It was toward the end of the Civil Rights era in the early 1970s. Pilgrim, now a 45-year-old sociology professor at Ferris State University, was about 13 when he came across the dispenser at a flea market in his native Alabama.
For years in the United States, particularly in the South, it was common to find salt and pepper shakers, cookie jars and other kitchen and household items made to resemble a "mammy" - a stereotypical image of a black heavyset, kerchief- and apron-wearing housekeeper and nurse maid.
Pilgrim doesn't remember his exact frame of mind when he impulsively bought the saltshaker. But he vividly remembers what he ended up doing with it: He smashed it to pieces.
He took much better care of the 4,000 or so other related items he acquired over the years in the name of education. All are now housed at Ferris State's Jim Crow Museum of Racist Memorabilia, which Pilgrim has helped put together over the past seven years.
(The term "Jim Crow" originated with a character created in blackface by a white performer named Daddy Rice in the early 1800s. It later was used as a stereotypical image of blacks and, by the late 1800s, was associated with racist and segregationist laws.)
The museum's mission is to help people understand historical and contemporary racist expressions and to serve as a resource for civil rights and human rights organizations.
"As you consider how they use these materials, it's a powerful, powerful teaching library in terms of tolerance and understanding for others," David Eisler, Ferris State's president, says.
Pilgrim gave the museum his entire collection of racist figurines, T-shirts, comic books, ashtrays, souvenirs, movie posters and other related items. As its curator, he now receives a small budget from the university to expand the collection.
"The same way we use sex to sell items today, we used to use race," Pilgrim says. "A disproportionate number of items in here are advertising pieces or had their origins in advertising."

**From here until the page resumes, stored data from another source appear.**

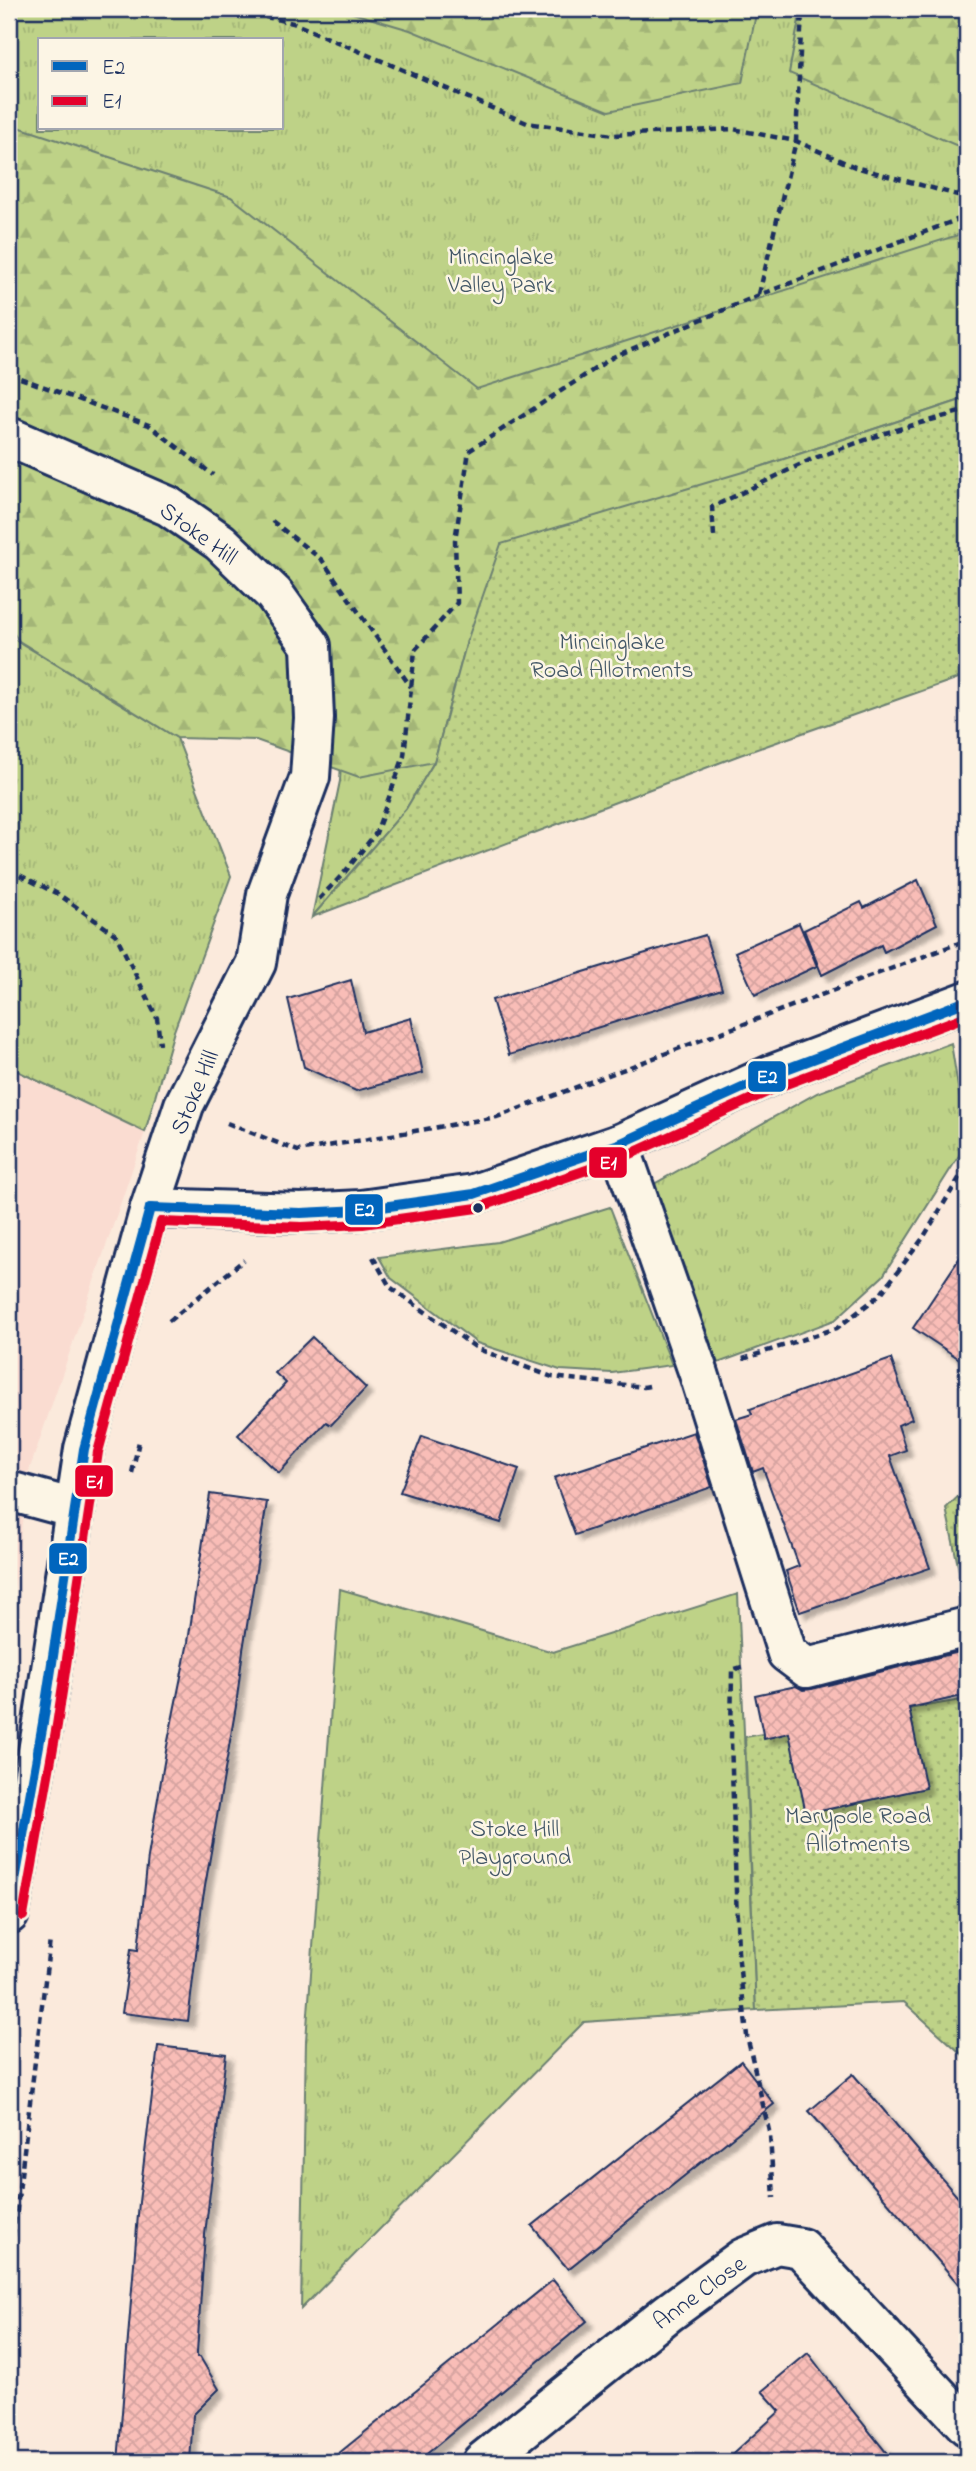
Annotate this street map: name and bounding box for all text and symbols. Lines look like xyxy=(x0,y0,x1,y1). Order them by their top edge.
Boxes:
legend xyxy=(38,38,284,130)
text: E2 xyxy=(102,54,125,84)
text: E1 xyxy=(102,88,122,118)
park label: Mincinglake Valley Park xyxy=(447,241,554,305)
street label: Stoke Hill xyxy=(151,495,244,575)
park label: Mincinglake Road Allotments xyxy=(530,626,694,689)
street label: Stoke Hill xyxy=(163,1045,230,1141)
line badge: E2 xyxy=(747,1060,787,1093)
text: E2 xyxy=(757,1065,778,1092)
line badge: E1 xyxy=(588,1146,628,1179)
text: E1 xyxy=(599,1151,617,1178)
line badge: E2 xyxy=(344,1193,384,1226)
text: E2 xyxy=(354,1198,375,1225)
unlabelled marker xyxy=(471,1201,485,1215)
line badge: E1 xyxy=(74,1464,114,1498)
text: E1 xyxy=(85,1470,103,1497)
line badge: E2 xyxy=(48,1542,88,1575)
text: E2 xyxy=(58,1547,79,1574)
park label: Marypole Road Allotments xyxy=(785,1800,932,1863)
park label: Stoke Hill Playground xyxy=(459,1813,572,1877)
street label: Anne Close xyxy=(647,2248,755,2340)

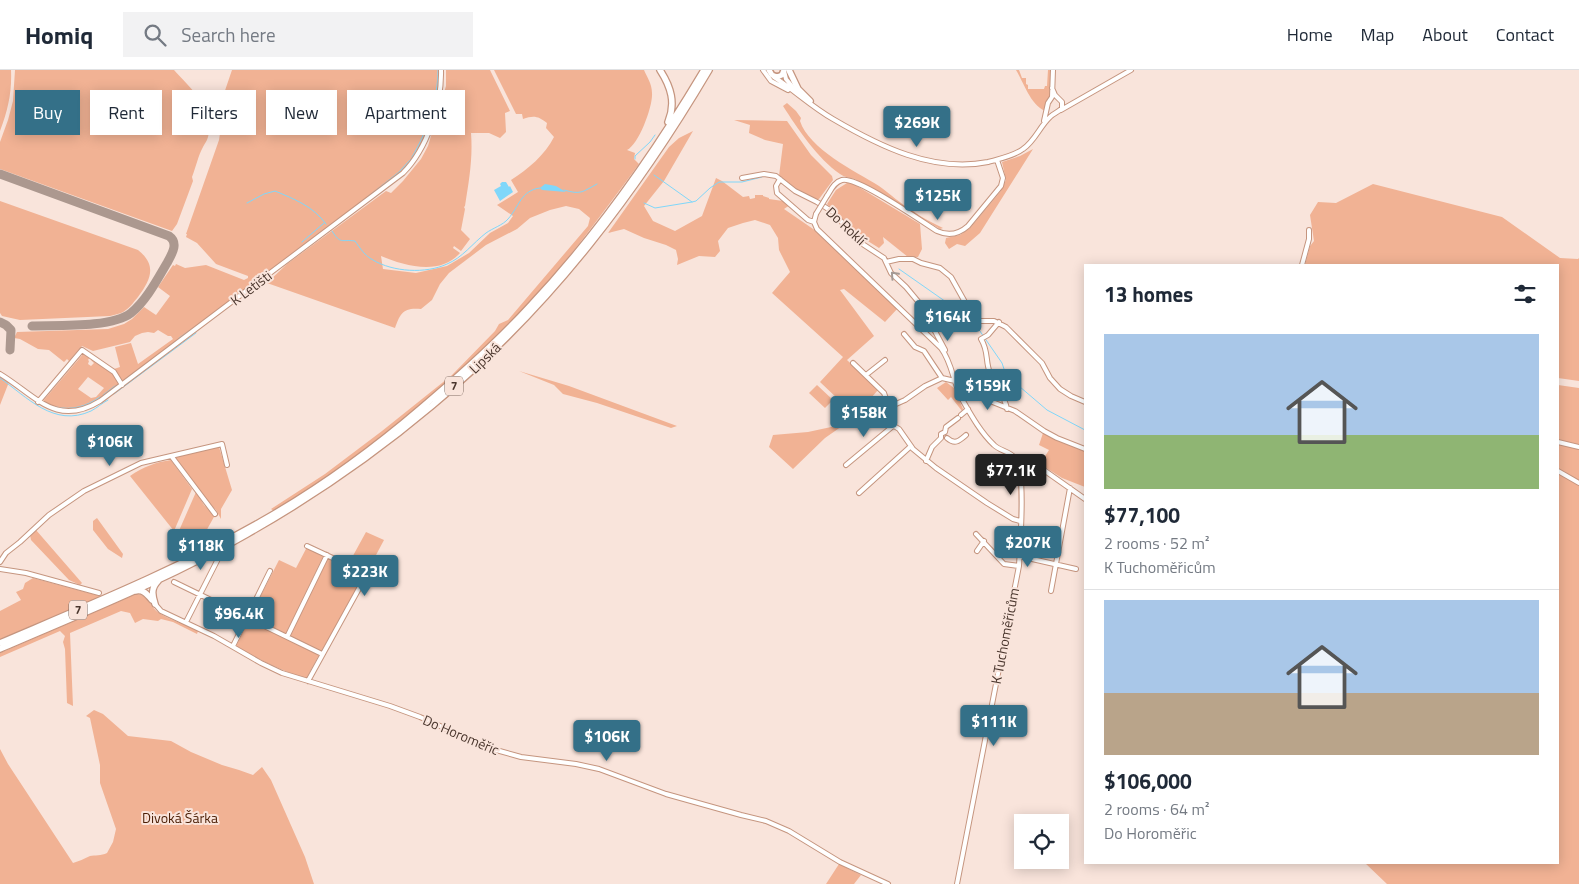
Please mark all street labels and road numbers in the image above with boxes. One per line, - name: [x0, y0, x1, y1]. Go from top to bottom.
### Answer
- street label: Do Roklí: [821, 201, 872, 250]
- street label: K Letišti: [226, 265, 276, 310]
- street label: Lipská: [464, 337, 505, 378]
- road number: 7: [445, 376, 463, 396]
- street label: K Tuchoměřicům: [985, 586, 1024, 686]
- road number: 7: [69, 600, 87, 620]
- street label: Do Horoměřic: [420, 709, 503, 760]

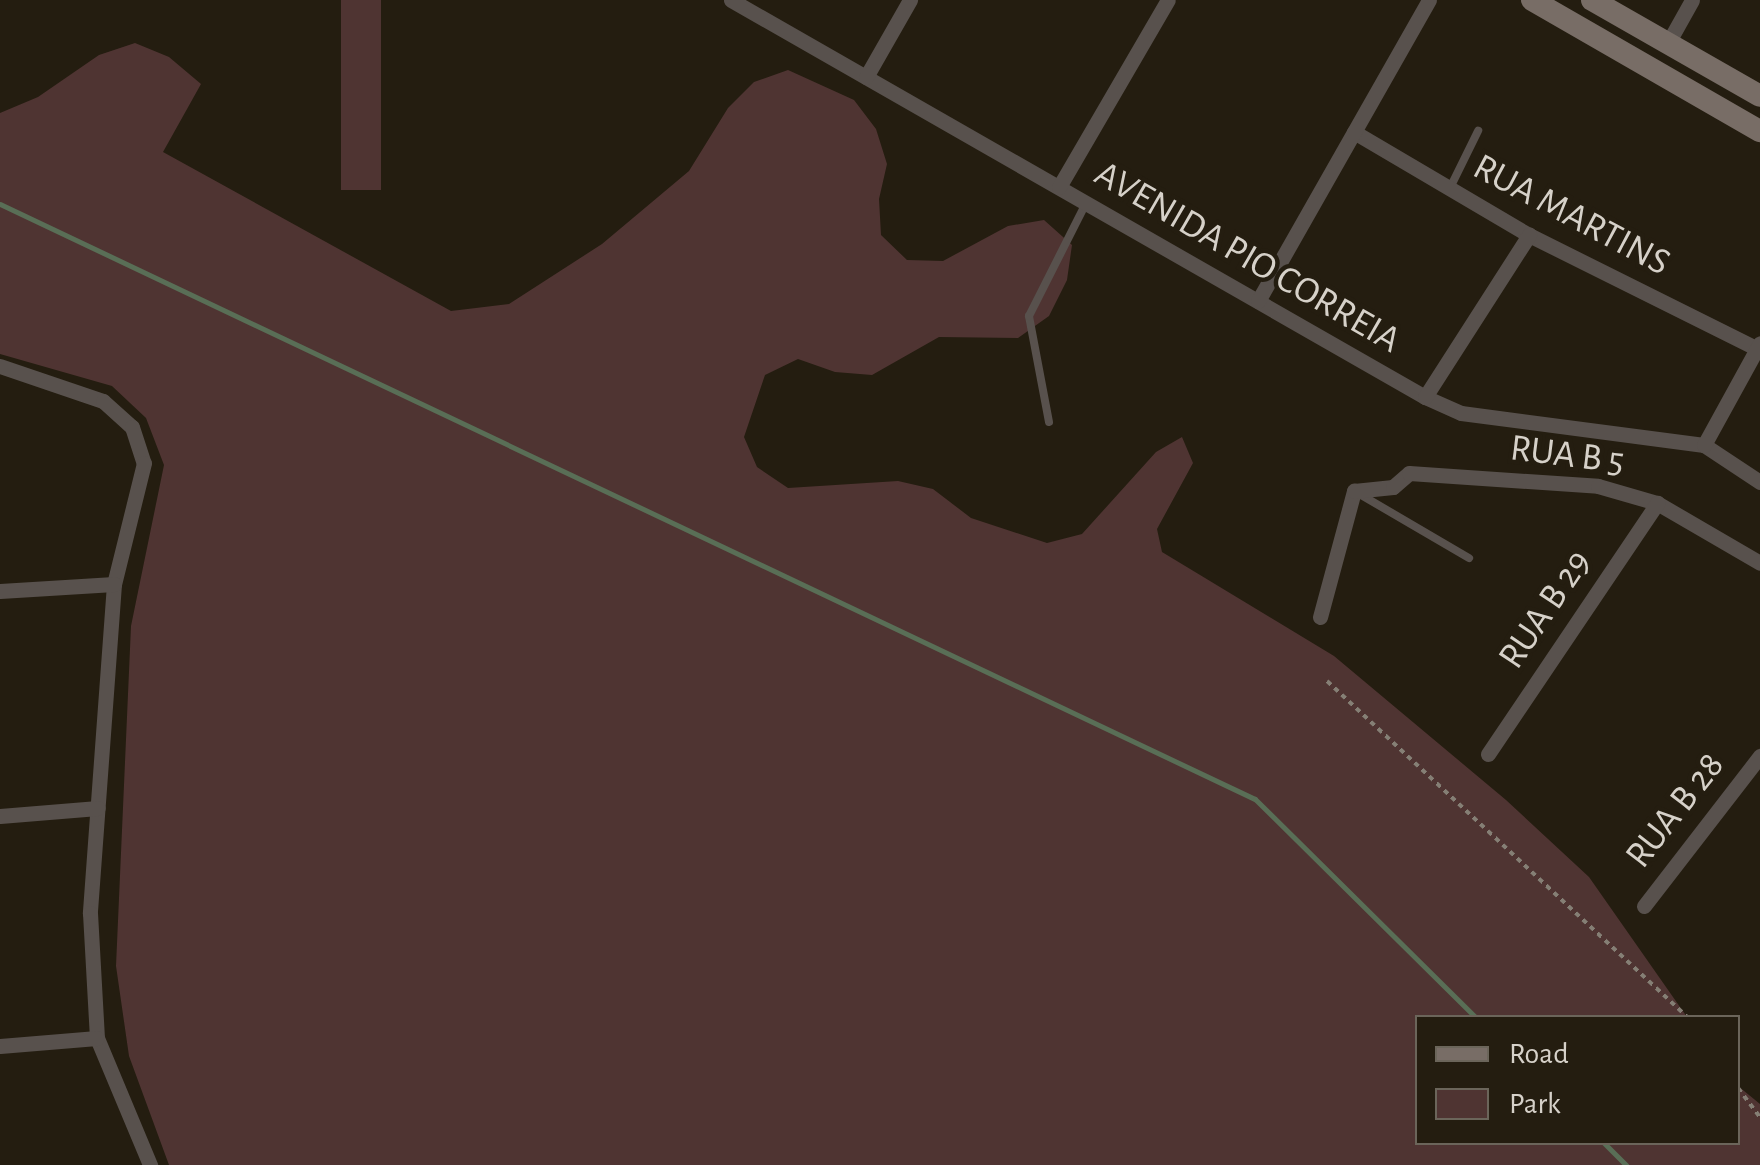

The room's display cases are filled with startling, offensive anti-black words and images: drawings of watermelon-devouring black children and bug-eyed, ever-grinning grown-ups; black men portrayed in cartoons or photos as either thugs or lazy, inarticulate and easily frightened; women depicted as either mammies or lascivious, scantily clad Jezebels.
"Every group has been caricatured in the United States, but when you deal with Africans and their American descendants, they've been caricatured more, more often and, arguably, more viciously," Pilgrim says.
Drawings show young black children sitting at the edge of a swamp, the words "Alligator Bait" written below them. A tube of "Darkie" toothpaste featuring a black man in a top hat is displayed next to a later version of the same product renamed "Darlie," now with a white man in a top hat.
There are materials from the Ku Klux Klan, but they aren't given prominence over any other items because the museum focuses on "everyday racist items," says Pilgrim, who considers the museum to be a learning laboratory.
He says he has no problem finding new things to add to the collection at swap meets, art galleries and online auction spots such as eBay. Many of the items are still being made - and being passed off as originals - by companies and individuals.
Only about half the collection can be displayed at one time in the museum's current quarters, now housed in a room in the Starr Building. A fund-raising drive is under way to move the museum to a larger, more accessible on-campus location.
The public may visit but there are no set hours of operation because access is hindered by the location in an academic building.
Instead, visitors must make special arrangements through Pilgrim's office or the office of John Thorp, the museum's director, or be part of a university-approved academic course, workshop or seminar. A museum guide, often a sociology student, must be present to discuss the exhibits and answer the questions that inevitably arise.
"For the first time ever, many of them are having a genuine conversation about race when they're in here," says Thorp, who also heads up Ferris State's social sciences department.
Tim Chester, director of the Public Museum of Grand Rapids, says his institution has thousands of similar items - in storage. He and his staff have been grappling with how best to use theirs, and some might find its way into an exhibit on the region's ethnic culture planned for 2006.
Visitors to the two museums have very different expectations, so caution must be exercised when displaying such artifacts, Chester says.
"These objects have immense power, and you could put them out in contexts in which they would mean different things to different people," he says.
When Pilgrim and Thorp showed Eisler the museum soon after he became Ferris State's 17th president last fall, Eisler was fascinated.
"When you enter the museum, you anticipate some of the things that you're going to see because you understand what the content is," he says, "but I wasn't prepared for the overall effect of this. You're really impacted by it."
It has been about two years since the Rev. John Frye, the teaching pastor at Bella Vista Church in Rockford, toured the museum with some other members of his church's ministry staff. He hasn't forgotten the impact it had on him.
"I felt sadness, I think I felt anger and then I just felt overwhelmed," Frye says. "I did not know how much racist memorabilia there actually was out there."